**WHAT THE EXERCISE ASKS**. Please repeat the listing below exactly, but do not include its pictures.

**PROVIDED RECORDS**.
=====

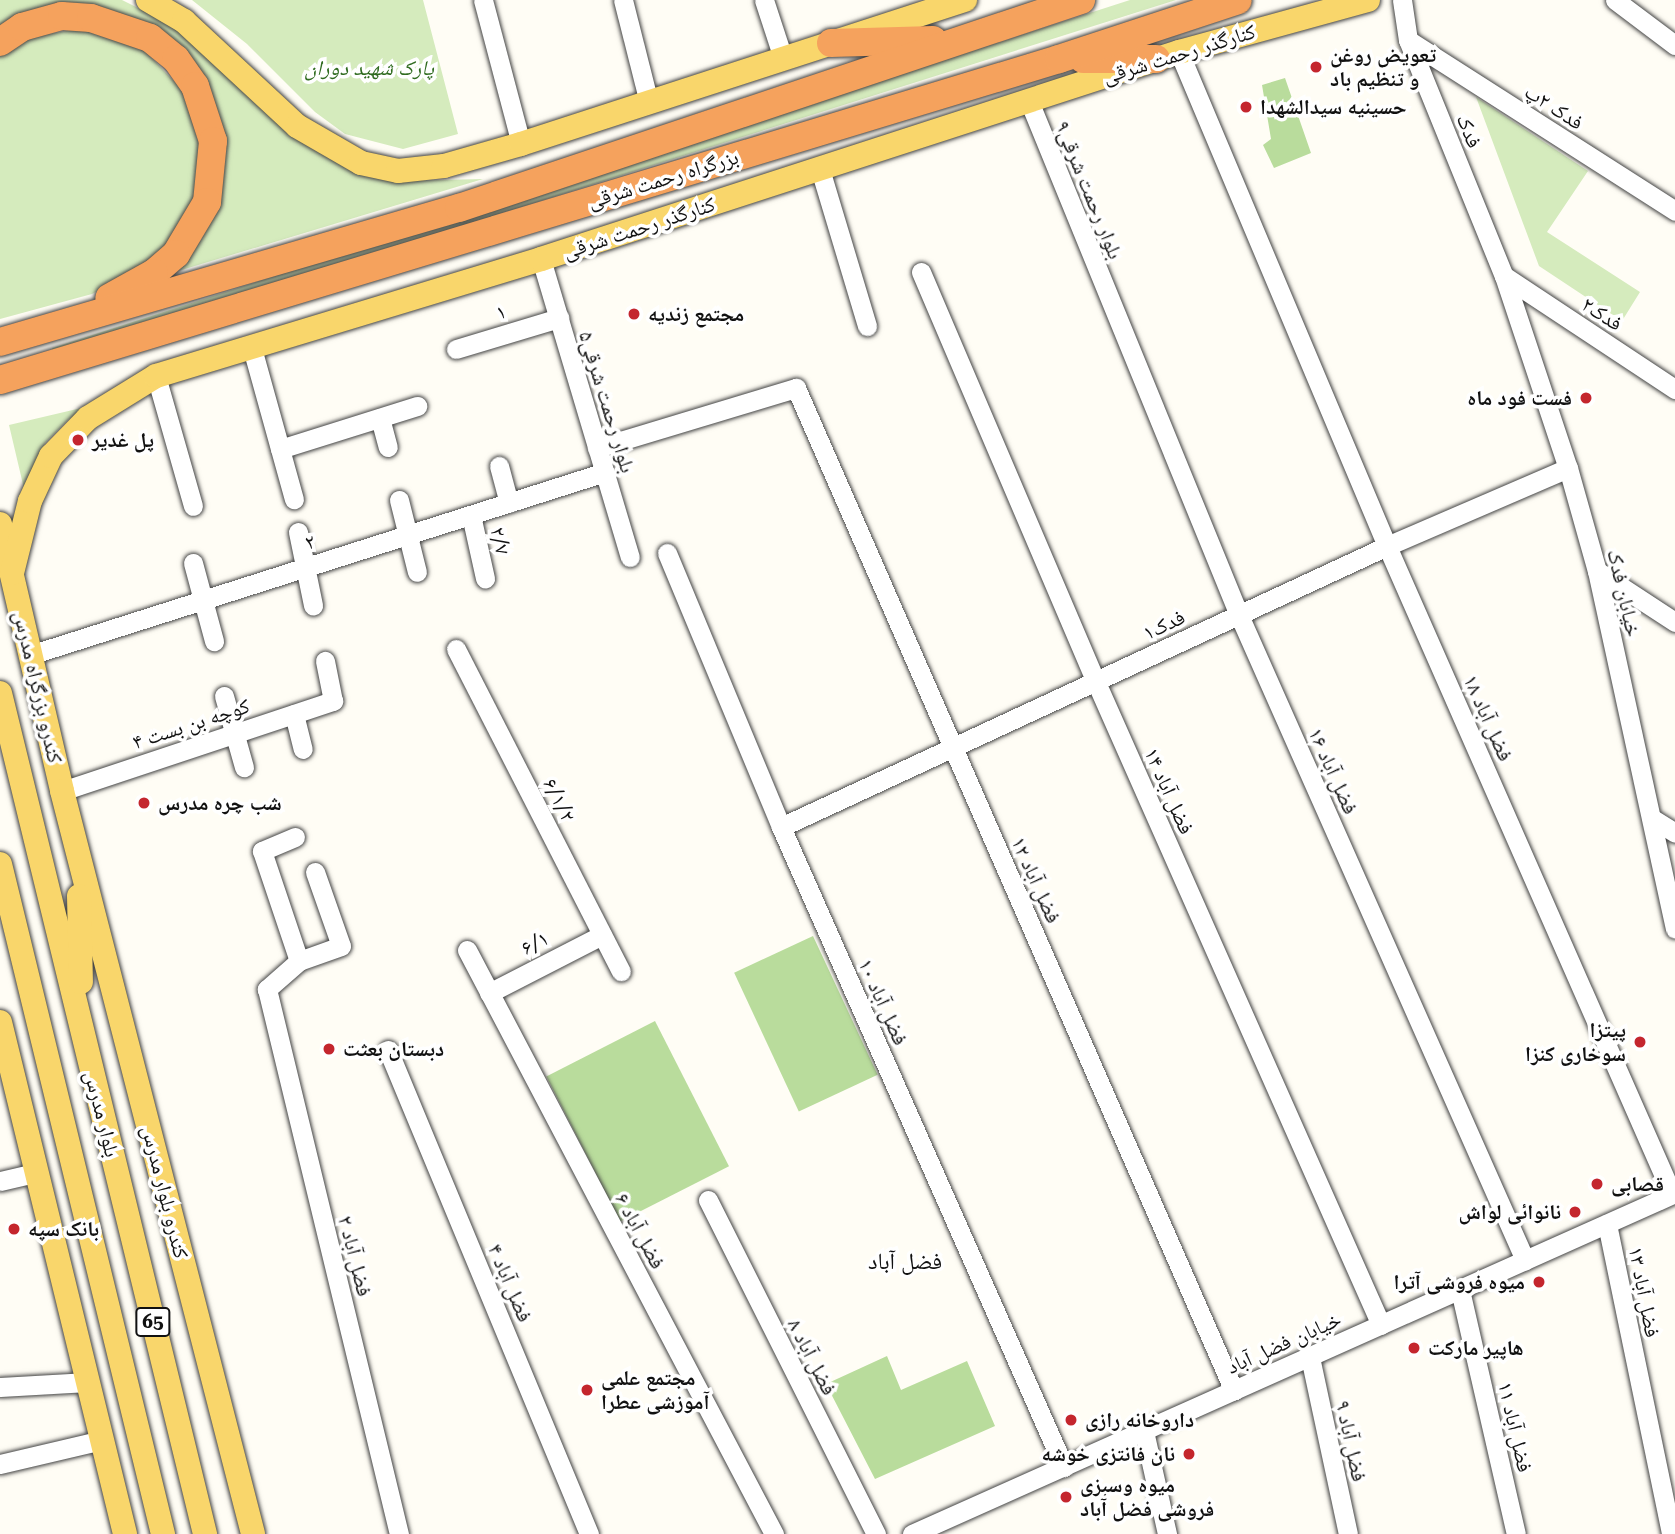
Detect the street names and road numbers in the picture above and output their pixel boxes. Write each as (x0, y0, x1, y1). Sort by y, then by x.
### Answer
street label: کنارگذر رحمت شرقی (1100, 19, 1258, 89)
street label: فدک ۲پ (1520, 79, 1588, 135)
street label: فدک (1451, 111, 1487, 151)
street label: بلوار رحمت شرقی۹ (1050, 117, 1128, 263)
street label: بزرگراه رحمت شرقی (584, 144, 742, 214)
street label: کنارگذر رحمت شرقی (560, 192, 718, 264)
street label: فدک۲ (1577, 292, 1627, 336)
street label: ۱ (493, 299, 509, 325)
street label: ۵بلوار رحمت شرقی (573, 328, 641, 476)
street label: ۲/۷ (485, 525, 515, 557)
street label: ۲ (302, 529, 318, 555)
street label: خیابان فدک (1602, 547, 1646, 639)
street label: فدک۱ (1139, 604, 1189, 646)
street label: کندرو بزرگراه مدرس (8, 608, 68, 766)
street label: فضل آباد ۱۸ (1458, 671, 1518, 765)
street label: کوچه بن بست ۴ (129, 693, 253, 755)
street label: فضل آباد ۱۶ (1303, 724, 1363, 818)
street label: فضل آباد ۱۴ (1139, 744, 1199, 838)
street label: ۶/۱/۲ (537, 774, 581, 826)
street label: فضل آباد ۱۲ (1006, 833, 1066, 927)
street label: ۶/۱ (517, 925, 553, 961)
street label: فضل آباد ۱۰ (853, 955, 913, 1049)
street label: بلوار مدرس (79, 1068, 125, 1160)
street label: کندرو بلوار مدرس (136, 1123, 194, 1261)
street label: فضل آباد ۶ (610, 1189, 670, 1273)
street label: فضل آباد ۲ (333, 1213, 377, 1299)
street label: فضل آباد ۴ (482, 1240, 538, 1326)
street label: فضل آباد ۱۳ (1623, 1245, 1665, 1339)
road number: 65 (134, 1306, 172, 1338)
street label: خیابان فضل آباد (1223, 1307, 1345, 1379)
street label: فضل آباد ۸ (782, 1315, 842, 1399)
street label: فضل آباد ۱۱ (1492, 1379, 1538, 1475)
street label: فضل آباد ۹ (1330, 1398, 1372, 1484)

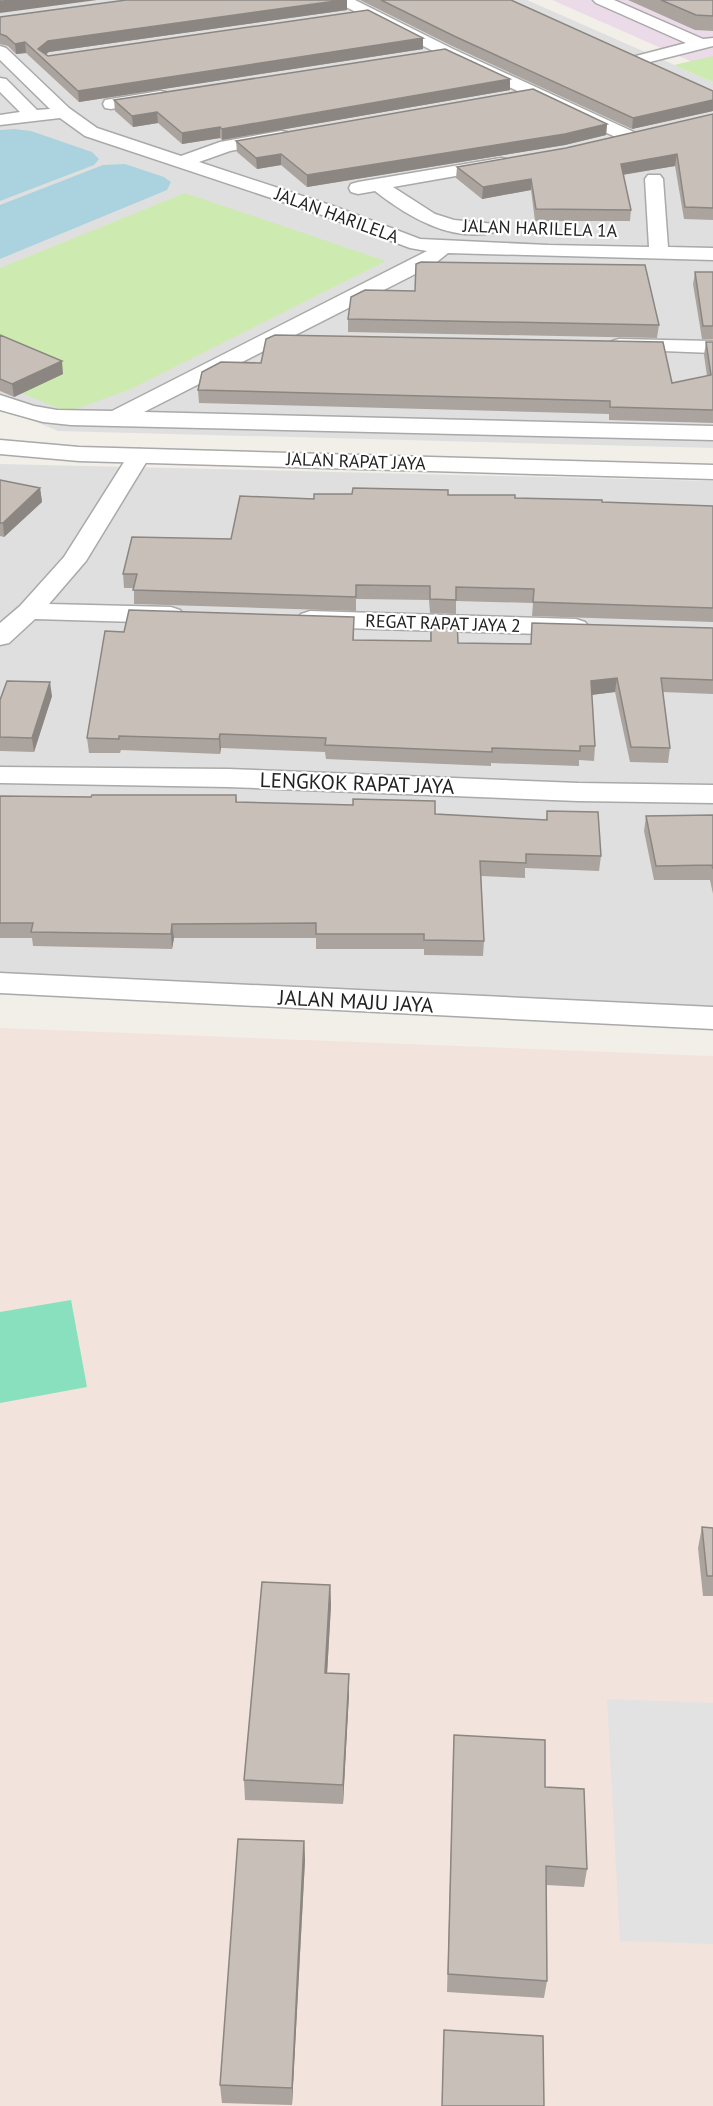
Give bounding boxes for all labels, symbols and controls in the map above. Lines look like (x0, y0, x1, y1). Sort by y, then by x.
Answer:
street label: JALAN HARILELA (271, 182, 403, 248)
street label: JALAN HARILELA 1A (461, 214, 618, 242)
street label: JALAN RAPAT JAYA (285, 447, 427, 475)
street label: REGAT RAPAT JAYA 2 (365, 609, 521, 637)
street label: LENGKOK RAPAT JAYA (259, 766, 455, 800)
street label: JALAN MAJU JAYA (277, 983, 435, 1019)

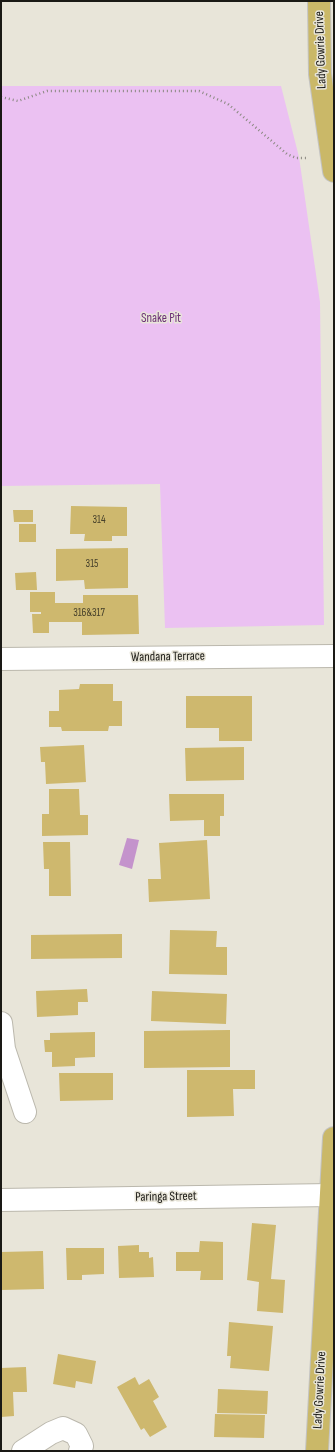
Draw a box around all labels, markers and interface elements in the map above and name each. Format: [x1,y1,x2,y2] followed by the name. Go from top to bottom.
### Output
[312,11,330,89] street label: Lady Gowrie Drive
[141,311,181,327] park label: Snake Pit
[92,513,106,527] house number: 314
[86,557,98,571] house number: 315
[73,606,105,620] house number: 316&317
[131,649,205,665] street label: Wandana Terrace
[135,1189,197,1205] street label: Paringa Street
[310,1351,330,1429] street label: Lady Gowrie Drive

=====

**ANSWER TO THIS PROBLEM**.
Detect the street names and road numbers in the picture above and output their pixel boxes. Write each as (x0, y0, x1, y1). Sort by y, then by x.
### Answer
street label: کنارگذر رحمت شرقی (1100, 19, 1258, 89)
street label: فدک ۲پ (1520, 79, 1588, 135)
street label: فدک (1451, 111, 1487, 151)
street label: بلوار رحمت شرقی۹ (1050, 117, 1128, 263)
street label: بزرگراه رحمت شرقی (584, 144, 742, 214)
street label: کنارگذر رحمت شرقی (560, 192, 718, 264)
street label: فدک۲ (1577, 292, 1627, 336)
street label: ۱ (493, 299, 509, 325)
street label: ۵بلوار رحمت شرقی (573, 328, 641, 476)
street label: ۲/۷ (485, 525, 515, 557)
street label: ۲ (302, 529, 318, 555)
street label: خیابان فدک (1602, 547, 1646, 639)
street label: فدک۱ (1139, 604, 1189, 646)
street label: کندرو بزرگراه مدرس (8, 608, 68, 766)
street label: فضل آباد ۱۸ (1458, 671, 1518, 765)
street label: کوچه بن بست ۴ (129, 693, 253, 755)
street label: فضل آباد ۱۶ (1303, 724, 1363, 818)
street label: فضل آباد ۱۴ (1139, 744, 1199, 838)
street label: ۶/۱/۲ (537, 774, 581, 826)
street label: فضل آباد ۱۲ (1006, 833, 1066, 927)
street label: ۶/۱ (517, 925, 553, 961)
street label: فضل آباد ۱۰ (853, 955, 913, 1049)
street label: بلوار مدرس (79, 1068, 125, 1160)
street label: کندرو بلوار مدرس (136, 1123, 194, 1261)
street label: فضل آباد ۶ (610, 1189, 670, 1273)
street label: فضل آباد ۲ (333, 1213, 377, 1299)
street label: فضل آباد ۴ (482, 1240, 538, 1326)
street label: فضل آباد ۱۳ (1623, 1245, 1665, 1339)
road number: 65 (134, 1306, 172, 1338)
street label: خیابان فضل آباد (1223, 1307, 1345, 1379)
street label: فضل آباد ۸ (782, 1315, 842, 1399)
street label: فضل آباد ۱۱ (1492, 1379, 1538, 1475)
street label: فضل آباد ۹ (1330, 1398, 1372, 1484)

Give bounding boxes for all labels, symbols and controls in the map above. Lines look like (x0, y0, x1, y1). Sort by y, then by x.
Answer:
street label: JALAN HARILELA (271, 182, 403, 248)
street label: JALAN HARILELA 1A (461, 214, 618, 242)
street label: JALAN RAPAT JAYA (285, 447, 427, 475)
street label: REGAT RAPAT JAYA 2 (365, 609, 521, 637)
street label: LENGKOK RAPAT JAYA (259, 766, 455, 800)
street label: JALAN MAJU JAYA (277, 983, 435, 1019)

Draw a box around all labels, markers and interface elements in the map above and name each. Format: [x1,y1,x2,y2] followed by the name. Go from top to bottom.
### Output
[312,11,330,89] street label: Lady Gowrie Drive
[141,311,181,327] park label: Snake Pit
[92,513,106,527] house number: 314
[86,557,98,571] house number: 315
[73,606,105,620] house number: 316&317
[131,649,205,665] street label: Wandana Terrace
[135,1189,197,1205] street label: Paringa Street
[310,1351,330,1429] street label: Lady Gowrie Drive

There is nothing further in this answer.